[[ Records to use, beginning ]]
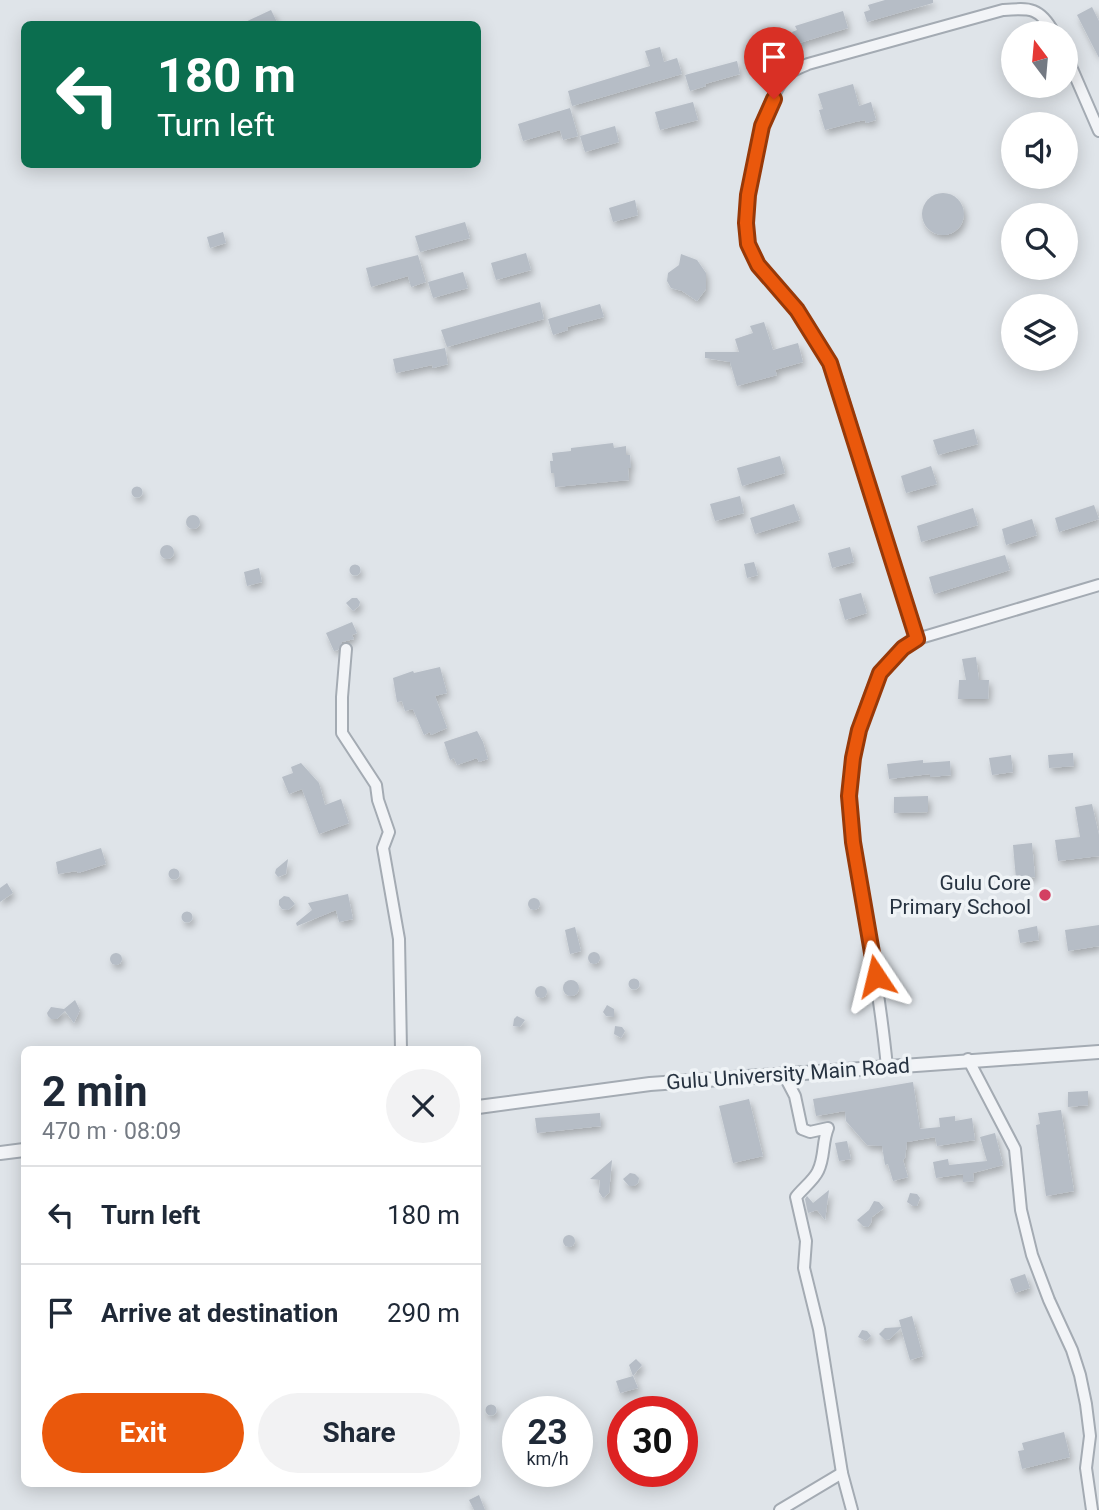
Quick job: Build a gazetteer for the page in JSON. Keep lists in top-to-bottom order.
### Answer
{
  "streets": {
    "street": ["Gulu University Main Road"]
  },
  "places": ["Gulu Core Primary School"],
  "north": "top",
  "page": {
    "turn": ["180 m", "Turn left"],
    "heading": ["2 min", "470 m · 08:09"],
    "list": [
      {
        "name": "Turn left",
        "value": "180 m"
      },
      {
        "name": "Arrive at destination",
        "value": "290 m"
      }
    ],
    "buttons": ["Exit", "Share"],
    "speed": "23 km/h",
    "limit": "30"
  }
}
[[ Records to use, end ]]
**What is required**
What is needed is an exact copy of the records above, with no pictures in it.

**Exercise answer**
Quick job: Build a gazetteer for the page in JSON. Keep lists in top-to-bottom order.
### Answer
{
  "streets": {
    "street": ["Gulu University Main Road"]
  },
  "places": ["Gulu Core Primary School"],
  "north": "top",
  "page": {
    "turn": ["180 m", "Turn left"],
    "heading": ["2 min", "470 m · 08:09"],
    "list": [
      {
        "name": "Turn left",
        "value": "180 m"
      },
      {
        "name": "Arrive at destination",
        "value": "290 m"
      }
    ],
    "buttons": ["Exit", "Share"],
    "speed": "23 km/h",
    "limit": "30"
  }
}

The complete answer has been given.